- Stored data entries
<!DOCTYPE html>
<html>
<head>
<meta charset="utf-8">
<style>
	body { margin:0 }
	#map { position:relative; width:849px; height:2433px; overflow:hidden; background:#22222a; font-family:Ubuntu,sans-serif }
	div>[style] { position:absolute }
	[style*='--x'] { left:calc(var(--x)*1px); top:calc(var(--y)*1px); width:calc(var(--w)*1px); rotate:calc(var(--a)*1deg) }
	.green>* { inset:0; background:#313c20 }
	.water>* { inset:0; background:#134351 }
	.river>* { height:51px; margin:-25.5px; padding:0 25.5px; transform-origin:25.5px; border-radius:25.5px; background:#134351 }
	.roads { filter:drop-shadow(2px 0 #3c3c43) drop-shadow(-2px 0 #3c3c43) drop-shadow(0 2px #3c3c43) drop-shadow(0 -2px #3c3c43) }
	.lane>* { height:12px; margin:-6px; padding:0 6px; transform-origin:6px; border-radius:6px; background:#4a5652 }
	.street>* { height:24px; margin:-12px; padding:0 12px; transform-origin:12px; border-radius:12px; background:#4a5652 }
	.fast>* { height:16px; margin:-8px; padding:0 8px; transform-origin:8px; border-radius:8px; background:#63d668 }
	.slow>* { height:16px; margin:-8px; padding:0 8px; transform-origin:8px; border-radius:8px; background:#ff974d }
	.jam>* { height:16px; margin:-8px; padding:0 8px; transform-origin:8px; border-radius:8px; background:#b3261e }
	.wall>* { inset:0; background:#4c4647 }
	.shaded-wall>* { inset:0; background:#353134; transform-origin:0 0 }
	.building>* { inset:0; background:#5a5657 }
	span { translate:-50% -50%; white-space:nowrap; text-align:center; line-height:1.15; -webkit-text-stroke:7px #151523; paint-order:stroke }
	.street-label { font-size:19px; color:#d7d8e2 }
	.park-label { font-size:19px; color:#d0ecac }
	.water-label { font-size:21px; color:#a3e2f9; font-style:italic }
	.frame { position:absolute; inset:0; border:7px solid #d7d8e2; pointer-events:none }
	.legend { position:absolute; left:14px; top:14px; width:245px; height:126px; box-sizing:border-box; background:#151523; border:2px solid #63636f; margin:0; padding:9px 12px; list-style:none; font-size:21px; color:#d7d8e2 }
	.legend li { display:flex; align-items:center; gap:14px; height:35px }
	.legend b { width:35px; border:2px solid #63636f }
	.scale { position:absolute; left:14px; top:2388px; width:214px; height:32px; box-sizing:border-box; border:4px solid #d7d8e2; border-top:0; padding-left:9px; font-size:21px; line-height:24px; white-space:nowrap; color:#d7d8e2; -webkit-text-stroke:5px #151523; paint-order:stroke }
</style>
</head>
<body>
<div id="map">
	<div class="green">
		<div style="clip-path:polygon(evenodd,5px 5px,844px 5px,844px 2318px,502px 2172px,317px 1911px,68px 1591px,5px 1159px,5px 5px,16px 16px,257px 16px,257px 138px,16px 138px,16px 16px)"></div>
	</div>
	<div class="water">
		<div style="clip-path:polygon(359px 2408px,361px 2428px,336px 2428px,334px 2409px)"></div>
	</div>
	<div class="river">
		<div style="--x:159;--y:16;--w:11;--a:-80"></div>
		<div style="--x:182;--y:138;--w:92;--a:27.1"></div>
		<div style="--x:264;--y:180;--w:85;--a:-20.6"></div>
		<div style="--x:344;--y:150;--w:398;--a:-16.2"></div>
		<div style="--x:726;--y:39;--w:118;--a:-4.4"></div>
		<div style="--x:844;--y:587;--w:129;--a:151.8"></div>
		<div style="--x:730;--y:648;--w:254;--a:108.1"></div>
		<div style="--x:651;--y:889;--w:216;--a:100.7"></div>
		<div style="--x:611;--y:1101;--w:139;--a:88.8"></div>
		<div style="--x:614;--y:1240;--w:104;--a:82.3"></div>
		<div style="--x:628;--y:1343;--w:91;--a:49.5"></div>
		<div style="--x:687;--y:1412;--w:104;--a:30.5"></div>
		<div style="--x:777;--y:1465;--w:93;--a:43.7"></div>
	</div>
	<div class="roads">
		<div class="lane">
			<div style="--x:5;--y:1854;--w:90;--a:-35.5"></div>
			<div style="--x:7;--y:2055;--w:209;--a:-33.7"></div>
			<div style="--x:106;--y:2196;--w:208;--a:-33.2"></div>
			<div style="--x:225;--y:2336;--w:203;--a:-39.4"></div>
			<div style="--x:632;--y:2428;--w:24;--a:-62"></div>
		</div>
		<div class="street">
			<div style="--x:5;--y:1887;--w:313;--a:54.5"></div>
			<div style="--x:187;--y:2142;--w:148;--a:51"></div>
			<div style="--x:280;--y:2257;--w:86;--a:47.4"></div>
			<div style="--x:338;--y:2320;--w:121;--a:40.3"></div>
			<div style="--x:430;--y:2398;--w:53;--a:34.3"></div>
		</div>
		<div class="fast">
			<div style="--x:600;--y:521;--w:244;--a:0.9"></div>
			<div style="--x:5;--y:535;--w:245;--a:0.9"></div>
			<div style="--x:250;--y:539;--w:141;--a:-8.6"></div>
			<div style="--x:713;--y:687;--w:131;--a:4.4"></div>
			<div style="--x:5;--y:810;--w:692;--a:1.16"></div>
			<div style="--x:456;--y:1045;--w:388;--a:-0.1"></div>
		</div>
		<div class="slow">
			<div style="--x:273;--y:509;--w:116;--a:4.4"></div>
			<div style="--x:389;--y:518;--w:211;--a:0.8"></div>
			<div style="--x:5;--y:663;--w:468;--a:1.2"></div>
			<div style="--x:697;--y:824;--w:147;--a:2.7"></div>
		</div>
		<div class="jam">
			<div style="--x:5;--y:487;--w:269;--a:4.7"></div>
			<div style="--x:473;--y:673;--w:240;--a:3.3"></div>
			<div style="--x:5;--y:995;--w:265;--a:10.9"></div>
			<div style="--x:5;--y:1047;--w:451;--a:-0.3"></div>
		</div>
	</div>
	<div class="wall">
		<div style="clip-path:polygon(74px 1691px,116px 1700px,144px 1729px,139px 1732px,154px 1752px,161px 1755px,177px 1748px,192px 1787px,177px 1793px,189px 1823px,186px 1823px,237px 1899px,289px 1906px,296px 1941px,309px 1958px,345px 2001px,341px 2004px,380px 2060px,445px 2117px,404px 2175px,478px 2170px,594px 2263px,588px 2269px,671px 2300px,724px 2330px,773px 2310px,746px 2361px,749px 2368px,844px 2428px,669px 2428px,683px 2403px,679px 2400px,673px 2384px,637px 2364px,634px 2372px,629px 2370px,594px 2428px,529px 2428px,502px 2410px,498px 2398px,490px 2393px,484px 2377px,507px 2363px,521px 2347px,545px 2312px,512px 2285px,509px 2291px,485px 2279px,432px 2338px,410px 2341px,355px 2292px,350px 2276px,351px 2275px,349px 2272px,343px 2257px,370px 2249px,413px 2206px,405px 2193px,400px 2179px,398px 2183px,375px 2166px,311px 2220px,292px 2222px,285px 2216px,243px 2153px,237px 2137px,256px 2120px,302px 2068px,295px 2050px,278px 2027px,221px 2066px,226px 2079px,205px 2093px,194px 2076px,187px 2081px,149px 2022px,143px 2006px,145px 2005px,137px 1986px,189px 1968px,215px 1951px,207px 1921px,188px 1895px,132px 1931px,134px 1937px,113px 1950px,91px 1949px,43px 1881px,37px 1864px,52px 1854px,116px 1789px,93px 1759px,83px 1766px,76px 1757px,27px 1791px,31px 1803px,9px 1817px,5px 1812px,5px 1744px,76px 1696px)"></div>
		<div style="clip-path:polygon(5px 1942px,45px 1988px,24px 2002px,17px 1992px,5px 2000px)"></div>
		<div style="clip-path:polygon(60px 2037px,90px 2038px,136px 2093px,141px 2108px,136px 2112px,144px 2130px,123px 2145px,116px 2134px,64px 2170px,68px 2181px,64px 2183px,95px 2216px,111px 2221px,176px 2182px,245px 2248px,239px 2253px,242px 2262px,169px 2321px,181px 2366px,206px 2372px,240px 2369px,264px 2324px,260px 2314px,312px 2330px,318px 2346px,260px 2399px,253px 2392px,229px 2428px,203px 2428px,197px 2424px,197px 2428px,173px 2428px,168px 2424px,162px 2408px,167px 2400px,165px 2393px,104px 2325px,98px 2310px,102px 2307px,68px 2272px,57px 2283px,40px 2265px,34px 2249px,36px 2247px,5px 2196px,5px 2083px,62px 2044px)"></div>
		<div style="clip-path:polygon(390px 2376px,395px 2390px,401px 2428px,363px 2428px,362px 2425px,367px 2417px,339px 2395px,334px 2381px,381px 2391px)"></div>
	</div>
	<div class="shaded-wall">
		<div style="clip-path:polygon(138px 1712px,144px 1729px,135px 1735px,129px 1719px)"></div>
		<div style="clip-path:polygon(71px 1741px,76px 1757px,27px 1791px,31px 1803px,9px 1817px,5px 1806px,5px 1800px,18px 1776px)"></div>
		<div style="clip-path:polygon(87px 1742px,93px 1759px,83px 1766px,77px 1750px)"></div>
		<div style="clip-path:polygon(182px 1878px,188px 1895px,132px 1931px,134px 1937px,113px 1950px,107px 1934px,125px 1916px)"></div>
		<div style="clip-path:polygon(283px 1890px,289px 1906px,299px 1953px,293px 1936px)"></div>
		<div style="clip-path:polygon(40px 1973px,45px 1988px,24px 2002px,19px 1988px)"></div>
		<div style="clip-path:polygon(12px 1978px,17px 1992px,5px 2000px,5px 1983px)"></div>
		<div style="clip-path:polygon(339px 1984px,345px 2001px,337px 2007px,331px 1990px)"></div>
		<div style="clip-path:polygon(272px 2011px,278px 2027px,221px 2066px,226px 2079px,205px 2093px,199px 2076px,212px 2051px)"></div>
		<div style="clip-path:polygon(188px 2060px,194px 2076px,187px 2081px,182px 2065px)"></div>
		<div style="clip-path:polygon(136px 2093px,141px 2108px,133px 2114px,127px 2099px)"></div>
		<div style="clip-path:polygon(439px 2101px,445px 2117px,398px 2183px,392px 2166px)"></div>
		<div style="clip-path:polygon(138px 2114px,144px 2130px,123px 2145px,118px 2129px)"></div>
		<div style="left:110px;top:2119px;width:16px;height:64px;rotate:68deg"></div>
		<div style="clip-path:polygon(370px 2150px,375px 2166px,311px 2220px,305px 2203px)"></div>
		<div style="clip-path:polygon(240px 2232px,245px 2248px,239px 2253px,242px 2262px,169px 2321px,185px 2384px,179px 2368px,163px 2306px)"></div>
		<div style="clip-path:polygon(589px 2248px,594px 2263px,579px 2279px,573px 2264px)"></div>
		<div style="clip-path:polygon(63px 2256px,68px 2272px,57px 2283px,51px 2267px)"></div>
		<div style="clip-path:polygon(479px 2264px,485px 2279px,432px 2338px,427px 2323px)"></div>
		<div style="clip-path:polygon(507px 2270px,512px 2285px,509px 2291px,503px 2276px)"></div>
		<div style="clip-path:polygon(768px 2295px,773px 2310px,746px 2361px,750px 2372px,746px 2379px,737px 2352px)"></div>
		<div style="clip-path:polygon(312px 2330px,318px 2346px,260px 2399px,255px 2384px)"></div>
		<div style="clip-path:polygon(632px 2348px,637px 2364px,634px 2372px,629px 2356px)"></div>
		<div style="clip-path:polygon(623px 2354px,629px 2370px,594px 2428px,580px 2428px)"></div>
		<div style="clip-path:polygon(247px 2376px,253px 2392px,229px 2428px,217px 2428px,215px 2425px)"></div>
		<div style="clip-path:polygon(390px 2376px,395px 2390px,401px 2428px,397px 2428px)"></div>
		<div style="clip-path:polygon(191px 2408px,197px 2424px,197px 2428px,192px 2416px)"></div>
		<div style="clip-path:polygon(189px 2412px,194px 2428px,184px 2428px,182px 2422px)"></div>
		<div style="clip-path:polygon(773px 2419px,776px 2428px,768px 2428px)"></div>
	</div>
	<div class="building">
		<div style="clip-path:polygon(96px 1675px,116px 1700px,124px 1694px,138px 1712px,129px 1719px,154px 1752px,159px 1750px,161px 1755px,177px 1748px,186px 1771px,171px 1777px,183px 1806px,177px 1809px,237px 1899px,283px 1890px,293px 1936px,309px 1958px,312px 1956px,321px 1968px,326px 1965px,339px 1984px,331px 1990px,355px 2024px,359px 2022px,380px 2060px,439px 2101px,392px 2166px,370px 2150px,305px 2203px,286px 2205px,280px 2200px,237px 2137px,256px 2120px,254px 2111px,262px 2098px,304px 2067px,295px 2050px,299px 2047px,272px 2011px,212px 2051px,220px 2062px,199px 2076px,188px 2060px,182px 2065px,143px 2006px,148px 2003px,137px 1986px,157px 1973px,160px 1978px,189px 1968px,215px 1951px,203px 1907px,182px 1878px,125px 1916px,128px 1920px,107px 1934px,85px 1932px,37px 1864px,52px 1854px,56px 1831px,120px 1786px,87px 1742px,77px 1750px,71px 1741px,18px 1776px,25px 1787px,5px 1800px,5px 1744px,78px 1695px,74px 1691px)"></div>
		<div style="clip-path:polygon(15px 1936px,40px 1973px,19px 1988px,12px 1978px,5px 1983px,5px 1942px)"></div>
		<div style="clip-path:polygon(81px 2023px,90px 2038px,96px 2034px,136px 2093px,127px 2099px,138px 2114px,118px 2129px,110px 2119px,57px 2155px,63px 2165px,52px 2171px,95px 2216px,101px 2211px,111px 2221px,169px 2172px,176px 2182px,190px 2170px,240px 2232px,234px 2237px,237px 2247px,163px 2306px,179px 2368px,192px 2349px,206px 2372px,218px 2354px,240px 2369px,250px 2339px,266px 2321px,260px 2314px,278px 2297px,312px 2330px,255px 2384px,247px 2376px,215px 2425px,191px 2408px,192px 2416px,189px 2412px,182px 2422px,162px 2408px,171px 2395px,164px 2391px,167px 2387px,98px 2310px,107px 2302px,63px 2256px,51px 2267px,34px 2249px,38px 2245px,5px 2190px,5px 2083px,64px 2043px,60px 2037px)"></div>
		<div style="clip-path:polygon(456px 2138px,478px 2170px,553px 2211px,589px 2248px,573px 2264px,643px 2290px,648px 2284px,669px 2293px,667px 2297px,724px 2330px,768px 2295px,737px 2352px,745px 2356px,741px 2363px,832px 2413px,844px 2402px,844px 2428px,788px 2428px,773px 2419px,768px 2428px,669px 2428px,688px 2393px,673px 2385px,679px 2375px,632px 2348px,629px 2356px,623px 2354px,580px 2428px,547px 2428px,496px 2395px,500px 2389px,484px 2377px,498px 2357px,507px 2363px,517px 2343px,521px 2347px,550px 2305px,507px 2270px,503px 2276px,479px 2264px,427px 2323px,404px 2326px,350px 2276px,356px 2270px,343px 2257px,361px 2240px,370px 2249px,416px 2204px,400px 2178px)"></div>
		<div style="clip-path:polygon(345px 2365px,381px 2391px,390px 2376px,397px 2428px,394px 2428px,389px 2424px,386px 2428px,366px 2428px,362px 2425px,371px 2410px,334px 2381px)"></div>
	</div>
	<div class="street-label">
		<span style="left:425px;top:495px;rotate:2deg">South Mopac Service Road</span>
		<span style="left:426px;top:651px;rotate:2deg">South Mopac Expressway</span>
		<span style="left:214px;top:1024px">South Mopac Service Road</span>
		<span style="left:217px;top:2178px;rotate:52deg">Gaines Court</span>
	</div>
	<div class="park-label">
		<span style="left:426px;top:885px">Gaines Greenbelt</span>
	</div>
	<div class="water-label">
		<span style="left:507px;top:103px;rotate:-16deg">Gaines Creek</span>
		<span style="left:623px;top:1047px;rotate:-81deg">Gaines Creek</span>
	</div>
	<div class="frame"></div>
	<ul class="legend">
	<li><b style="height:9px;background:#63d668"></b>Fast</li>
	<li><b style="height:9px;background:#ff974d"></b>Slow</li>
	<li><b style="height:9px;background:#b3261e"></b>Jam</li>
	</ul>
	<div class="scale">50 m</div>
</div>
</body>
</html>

- WHAT TO DO
If a line in the data contains the string "align", count it, then give the total and nothing else.

- ANSWER FOR THIS EXERCISE
2